Happy Friday! If my webserver worked properly, this is hopefully being posted at 8am eastern time while I'm somewhere in the air between Harrisburg and Chicago on my way to Montana. I'm absolutely thrilled to spend some time at the Montana Emergency Cardiovascular Care Symposium and get to see how others are meeting the challenges that come with modern emergency care. If the server doesn't work, I guess you'll get this when I figure out how to successfully troubleshoot it!
Today, I'm taking a bit of a different slant in selecting the four articles to share. In honor of this week's feature on the Good Samaritan and looking forward to next week's post about declining empathy, I thought I'd share some cautionary and upsetting stories of Good Samaritan efforts gone wrong.
Mistrial declared in "Good Samaritan" killing case
Two people came up to Tiffany Kelley, a 29 year old from Huntsville, Alabama, and asked her for a ride. Tiffany, described by her sister as having a "heart of gold," obliged, and in return was stabbed in the neck as her vehicle was stolen. On just the second day of the trial of her alleged assailants, a mistrial was declared as a result of an investigator discussing possible violence assaults that one defendant was alleged to have committed against the other. While one of the participants was convicted of the robbery and given a life sentence, the other trial for the actual murder is still being tried. You can read about it here,
Walmart Shopper Victim of "Good Samaritan" Scam
While the first story had to do with a Good Samaritan being victimized for their effort, this one deals with "false" Samaritans. In Canada, a woman was told she had to use a self-checkout, pretending to act with some authority. As the senior checked out, the scammer took note of her PIN. Then, in the parking lot, the same scammer noted that the victim's tires had an issue and, while the senior was distracted, someone else working with the scammer stole her card and drained her bank account.

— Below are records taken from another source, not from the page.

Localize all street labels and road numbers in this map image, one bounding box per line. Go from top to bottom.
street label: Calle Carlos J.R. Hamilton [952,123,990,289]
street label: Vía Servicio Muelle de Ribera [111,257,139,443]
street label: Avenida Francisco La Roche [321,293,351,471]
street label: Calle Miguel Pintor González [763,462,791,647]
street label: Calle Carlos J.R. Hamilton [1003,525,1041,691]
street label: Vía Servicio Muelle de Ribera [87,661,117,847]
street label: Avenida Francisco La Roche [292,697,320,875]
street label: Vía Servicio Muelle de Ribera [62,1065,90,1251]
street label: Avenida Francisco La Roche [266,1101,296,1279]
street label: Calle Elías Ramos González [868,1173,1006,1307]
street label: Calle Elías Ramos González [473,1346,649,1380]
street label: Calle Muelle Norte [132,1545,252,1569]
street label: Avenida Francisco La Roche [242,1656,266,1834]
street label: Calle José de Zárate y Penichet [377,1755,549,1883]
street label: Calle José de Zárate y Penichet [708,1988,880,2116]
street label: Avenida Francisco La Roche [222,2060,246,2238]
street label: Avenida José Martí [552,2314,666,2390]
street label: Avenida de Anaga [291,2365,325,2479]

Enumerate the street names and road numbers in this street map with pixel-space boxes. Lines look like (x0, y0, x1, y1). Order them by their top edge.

This story is found here.
Good Samaritan Killed by Alleged hit-and-run driver
One of the most dangerous places to operate in EMS is on the side of a non-closed roadway. It is similar dangerous for these next two stories. In this one, a Good Samaritan stopped to help at the scene of an unrelated accident in California and was killed when her car was plowed into by an F-150. The F-150 driver then fled on foot. Read more about it here.
Good Samaritan's effort to help leads to deadly accident
Similarly, a Good Samaritan in Texas caused a deadly accident by inadvertently caused an 18-wheeler to crash into another vehicle and kill two occupants. The accident, which occurred in an area with poor visibility, was the result of the Good Samaritan stopping for another accident. Because of where the Samaritan parked his vehicle, a tractor-trailer making an effort to avoid it slammed into the originally involved vehicle. This article has more, but admittedly is confusing at first glance to figure out what vehicles were where.
That's all for this week, stay safe! (And if you're needed to be a Good Samaritan anywhere, remember your safety is first!